The Singapore High Court has allowed adding non-fungible tokens (NFT) containing legal documents to cold wallets associated with a hack, according to a statement made by UK-based financial research company Intelligent Sanctuary (iSanctuary).

The worldwide freezing order issued by the court was tokenized as soulbound NFTs and added to the wallets in question. NFTs will not block transactions with wallets, but will be used to alert counterparties and exchanges that wallets have been involved in a hack. Additionally, iSanctuary claimed to have developed a method to track funds leaving wallets thanks to NFTs. NFTs will remain permanently tied to wallets.

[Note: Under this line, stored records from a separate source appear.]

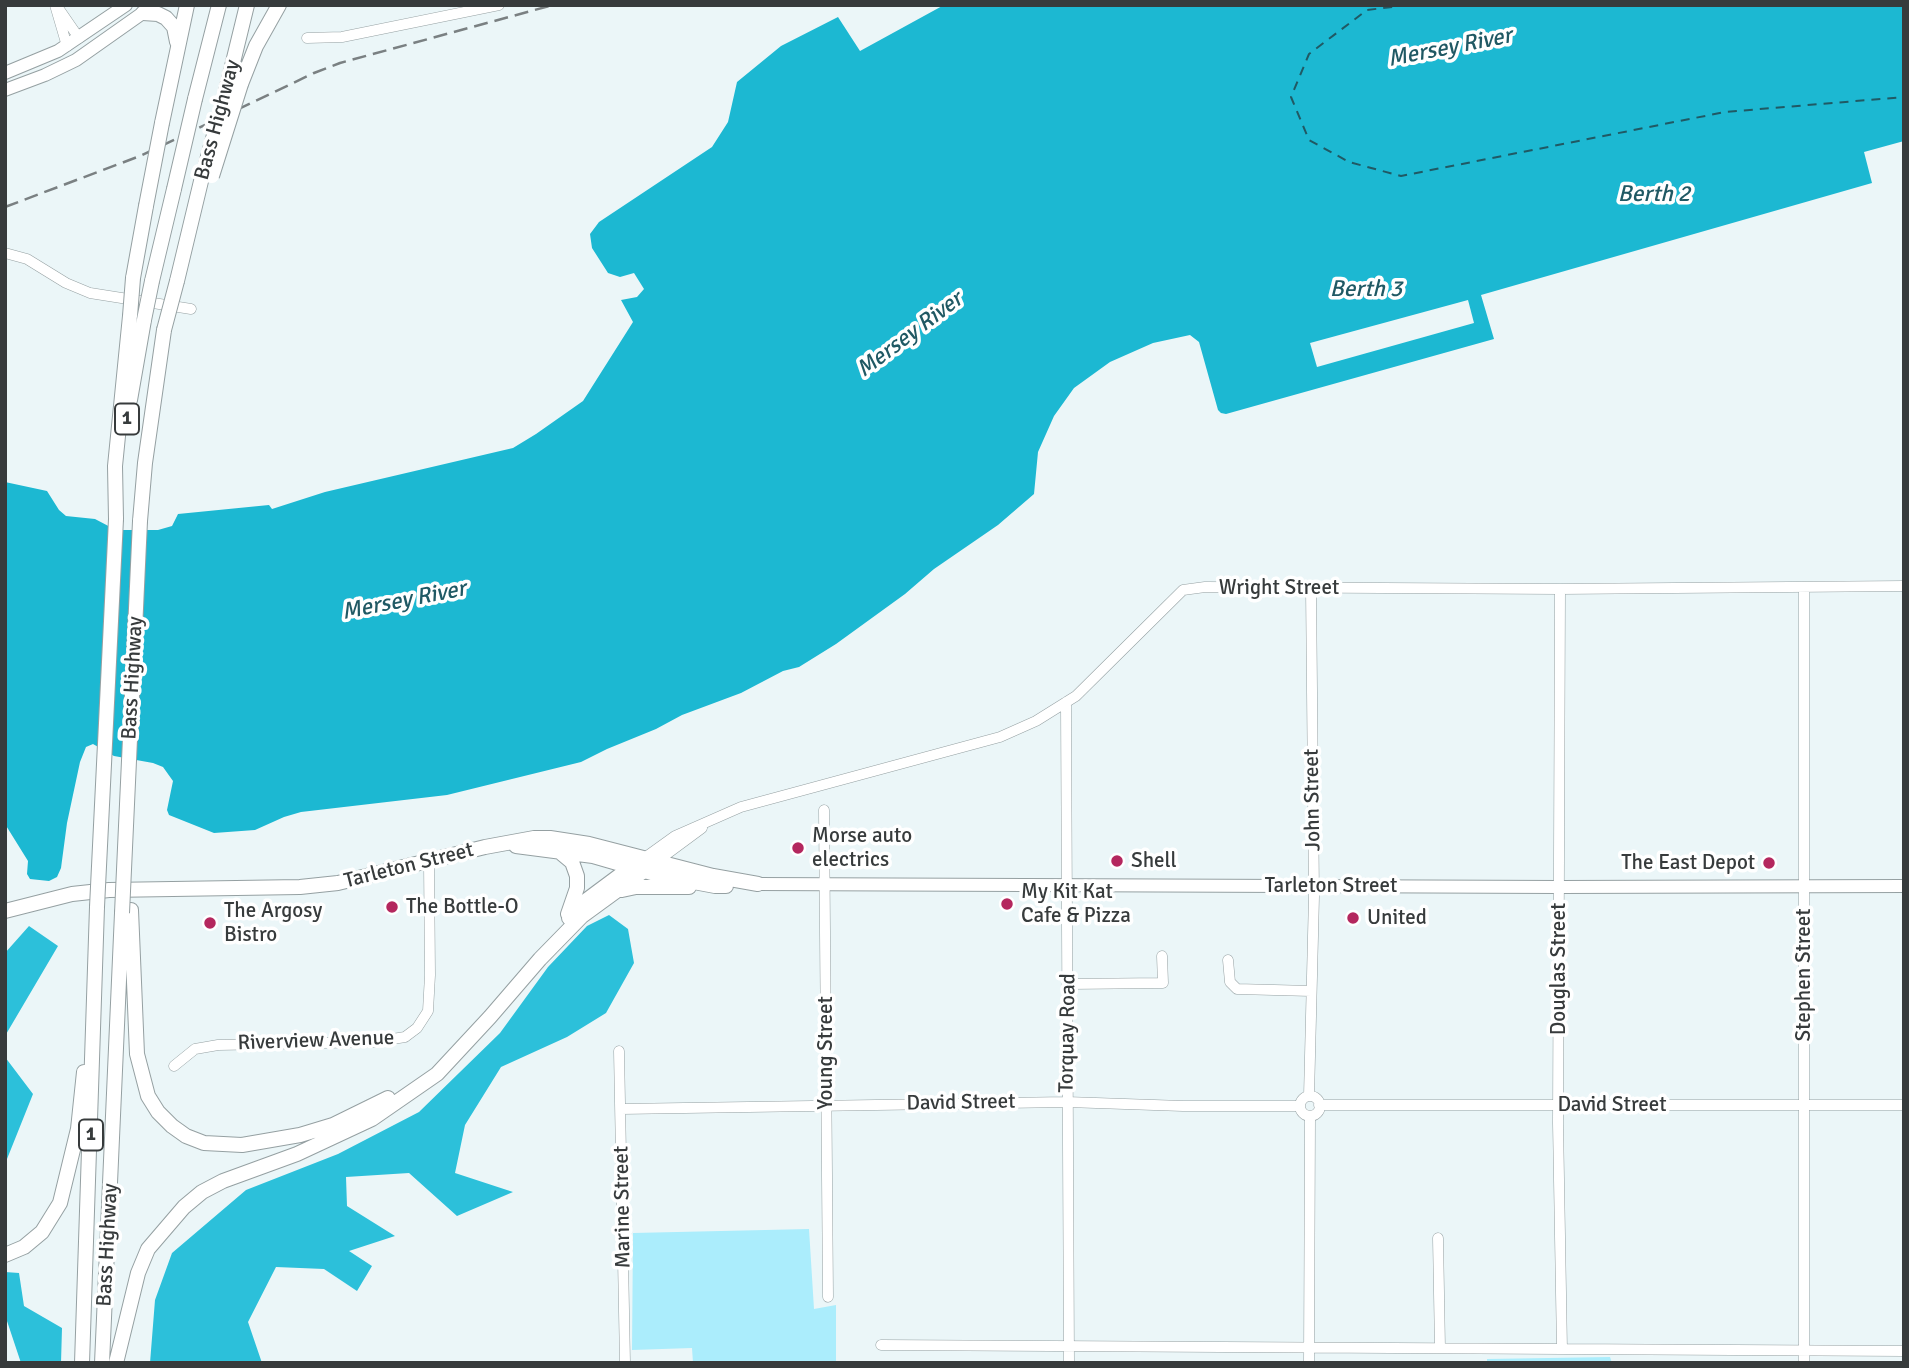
<!DOCTYPE html>
<style>
body{margin:0}
#map{position:relative;width:1909px;height:1368px;overflow:hidden;background:#ebf6f8;font-family:Signika,sans-serif}
canvas{display:block}
.frame{position:absolute;inset:0;border:7px solid #373b3c;pointer-events:none}
</style>
<div id="map">
<canvas width="1909" height="1368"></canvas>
<div class="frame"></div>
</div>
<script>
const ctx = document.querySelector('canvas').getContext('2d');
ctx.lineJoin = 'round';
function paint(path, color) {
  ctx.fillStyle = color;
  ctx.fill(path, 'evenodd');
}
function poly(rows) {
  const path = new Path2D();
  for (const r of rows) {
    if (r.length === 3) {
      path.moveTo(r[0] + r[2], r[1]);
      path.arc(r[0], r[1], r[2], 0, 2 * Math.PI);
      continue;
    }
    path.moveTo(r[0], r[1]);
    for (let i = 2; i < r.length; i += 2) path.lineTo(r[i], r[i + 1]);
  }
  return path;
}
function stroke(path, color, width, dash) {
  ctx.strokeStyle = color;
  ctx.lineWidth = width;
  ctx.lineCap = dash ? 'butt' : 'round';
  ctx.setLineDash(dash || []);
  ctx.stroke(path);
}
function write(font, color, halo, rows, align = 'center') {
  ctx.font = font + ' Signika,sans-serif';
  ctx.lineWidth = 7;
  ctx.setLineDash([]);
  ctx.textBaseline = 'middle';
  ctx.strokeStyle = halo;
  ctx.fillStyle = color;
  for (const [text, x, y, turn = 0] of rows) {
    ctx.save();
    ctx.translate(x, y);
    ctx.rotate((+turn || 0) * Math.PI / 180);
    ctx.textAlign = isNaN(turn) ? turn : align;
    if (halo) ctx.strokeText(text, 0, 0);
    ctx.fillText(text, 0, 0);
    ctx.restore();
  }
}
paint(poly([
 [809,1229,814,1309,836,1305,836,1363,693,1363,692,1348,632,1350,633,1233],
 [1610,1357,1612,1363,1487,1363,1487,1359]
]), '#abedfc');
paint(poly([
 [609,915,628,929,634,963,606,1013,567,1037,501,1067,465,1125,455,1173,513,1192,457,1216,409,1173,346,1177,347,1206,395,1236,349,1251,372,1266,357,1291,324,1269,276,1267,248,1322,262,1363,150,1363,155,1300,172,1253,246,1190,338,1154,419,1112,500,1033,548,967,587,926],
 [29,926,58,946,5,1036,5,953],
 [5,1057,33,1094,7,1159,5,1172],
 [5,1272,19,1273,24,1306,62,1328,61,1363,21,1363,5,1315]
]), '#2cc0da');
paint(poly([
 [944,5,1904,5,1904,141,1864,152,1872,183,1481,295,1494,339,1226,414,1221,413,1218,410,1199,342,1190,335,1153,343,1110,362,1074,388,1054,416,1038,452,1034,494,998,525,934,569,905,594,836,644,799,667,783,671,741,693,682,715,656,729,607,749,581,762,447,795,301,812,284,817,255,830,214,833,169,815,167,810,173,781,163,767,153,763,114,756,93,744,86,747,80,762,67,823,61,868,57,877,49,881,30,879,27,874,28,861,5,824,5,482,47,491,59,510,66,516,95,519,116,530,158,530,172,526,178,514,269,505,272,509,325,492,513,448,536,434,583,401,633,322,621,300,637,297,644,289,634,273,620,277,608,273,592,248,590,234,599,222,712,147,728,122,737,82,781,46,838,17,860,51]
]), '#1cb8d2');
paint(poly([
 [1468,300,1474,323,1317,367,1310,343]
]), '#ebf6f8');
stroke(poly([
 [1408,5,1367,10,1309,54,1291,97,1309,140,1349,162,1401,176,1725,112,1904,97]
]), '#205964', 2, [9, 7]);
const minor = poly([
 [55,5,67,46],
 [59,9,79,38],
 [307,38,342,37,499,5],
 [5,253,27,259,66,283,90,293,191,309],
 [1560,589,1558,1123,1562,1349],
 [1066,702,1069,1363],
 [824,810,828,1297],
 [643,859,675,836,741,807,1000,737,1036,721,1076,696,1183,590,1205,587,1560,589,1904,586],
 [656,862,702,828],
 [1228,960,1230,982,1237,989,1311,991],
 [1069,984,1163,983,1162,956],
 [619,1051,625,1363],
 [174,1066,195,1049,218,1045,374,1042,405,1037,417,1028,428,1011,430,975,429,862],
 [1309,1096,1314,896,1311,588],
 [1310,1106,10],
 [1319,1105,1904,1105],
 [621,1109,1067,1102,1183,1106,1300,1106],
 [1438,1238,1440,1348],
 [881,1345,1904,1351],
 [1309,1363,1310,1116],
 [1804,1363,1804,587]
]);
const major = poly([
 [5,73,58,51,126,5],
 [5,90,45,75,76,60,154,5],
 [758,884,1559,887,1904,886]
]);
const highway = poly([
 [143,13,158,14,166,18,174,27,177,42],
 [241,84,256,46,279,5],
 [226,91,247,5],
 [195,99,219,5],
 [162,123,187,5],
 [133,278,146,206],
 [152,281,174,189],
 [177,281,202,177],
 [130,400,144,320],
 [116,519,115,466,130,316],
 [140,521,145,463,164,330],
 [516,846,593,856,662,876,715,886,726,886],
 [560,852,572,862,577,876,577,888,568,914],
 [622,890,636,887,689,887],
 [131,910,137,1054,148,1096,158,1112,172,1126,186,1136,204,1143,242,1145,300,1135,333,1125,388,1098],
 [5,911,72,894,109,890,300,887,338,883,485,847,534,838,550,838,589,844,713,876,758,884],
 [569,918,584,902,635,864],
 [5,1255,24,1247,42,1232,60,1203,78,1129,84,1072],
 [82,1363,97,907],
 [102,1363,122,913],
 [116,1363,138,1273,148,1249,184,1207,202,1192,223,1181,297,1154,372,1119,437,1074,490,1017,540,959,582,916,656,862]
]);
stroke(minor, '#95a0a2', 11);
stroke(major, '#95a0a2', 14);
stroke(highway, '#95a0a2', 16);
stroke(minor, '#fff', 10);
stroke(major, '#fff', 12);
stroke(highway, '#fff', 14);
stroke(poly([
 [5,207,140,156,314,73,340,63,553,5]
]), '#7a8082', 2.5, [14, 7]);
const highwayBridge = poly([
 [206,164,226,91],
 [212,176,241,84],
 [174,189,195,99],
 [146,206,162,123],
 [130,316,133,278],
 [144,320,152,281],
 [164,330,177,281],
 [97,907,116,519],
 [122,913,140,521]
]);
stroke(highwayBridge, '#95a0a2', 16, []);
stroke(highwayBridge, '#fff', 14);
for (const [x, y, r, color] of [
 [798,848,7,"#b4275e"],
 [1117,861,7,"#b4275e"],
 [1769,863,7,"#b4275e"],
 [1007,904,7,"#b4275e"],
 [392,907,7,"#b4275e"],
 [1353,918,7,"#b4275e"],
 [210,923,7,"#b4275e"]
]) {
  const dot = new Path2D();
  dot.arc(x, y, r, 0, 2 * Math.PI);
  ctx.fillStyle = color;
  ctx.fill(dot);
  stroke(dot, '#fff', 2.5);
}
for (const [x, y, w] of [
 [127,419,24],
 [91,1135,24]
]) {
  const box = new Path2D();
  box.roundRect(x - w / 2, y - 15.5, w, 31, 5);
  ctx.fillStyle = '#fff';
  ctx.fill(box);
  stroke(box, '#373b3c', 2);
}
write('bold 19px', '#373b3c', null, [
 ["1",127,419],
 ["1",91,1135]
]);
write('21px', '#373b3c', '#fff', [
 ["Bass Highway",218,120,-75],
 ["Wright Street",1279,588],
 ["Bass Highway",133,678,-87],
 ["John Street",1313,800,-91],
 ["Tarleton Street",409,866,-14],
 ["Tarleton Street",1331,886],
 ["Douglas Street",1559,969,-90],
 ["Stephen Street",1804,975,-90],
 ["Torquay Road",1068,1033,-89],
 ["Riverview Avenue",316,1041,-2],
 ["Young Street",826,1053,-90],
 ["David Street",961,1103,-1],
 ["David Street",1612,1105],
 ["Marine Street",623,1207,-91],
 ["Bass Highway",108,1245,-87]
]);
write('21px', '#373b3c', '#fff', [
 ["Morse auto",812,836],
 ["electrics",812,860],
 ["Shell",1131,861],
 ["The East Depot",1755,863,"right"],
 ["My Kit Kat",1021,892],
 ["Cafe & Pizza",1021,916],
 ["The Bottle-O",406,907],
 ["The Argosy",224,911],
 ["Bistro",224,935],
 ["United",1367,918]
], 'left');
write('italic 23px', '#205964', '#fff', [
 ["Mersey River",1450,48,-11],
 ["Berth 2",1654,195],
 ["Berth 3",1366,290],
 ["Mersey River",910,335,-37],
 ["Mersey River",404,601,-11]
]);
</script>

iSanctuary explained on its website that it was hired by a businessman who lost $3 million in crypto assets and managed to track the stolen funds. Moreover:

"On-chain and off-chain evidence was presented to the Singapore High Court by an iSanctuary senior investigator, and this world-first injunction was granted. iSanctuary financial and crypto researchers identified a number of cold wallets and NFT-servicing methods holding criminal proceeds and accepted by the court."

Additional details were not provided. iSanctuary named Mintology, an app created by Singaporean NFT studio Mintable, as the company that produces NFTs. This was indirectly confirmed by Mintable founder Zach Burks in a post on X (formerly Twitter).

NFTs have been used to deliver court notices in Italy and the United States.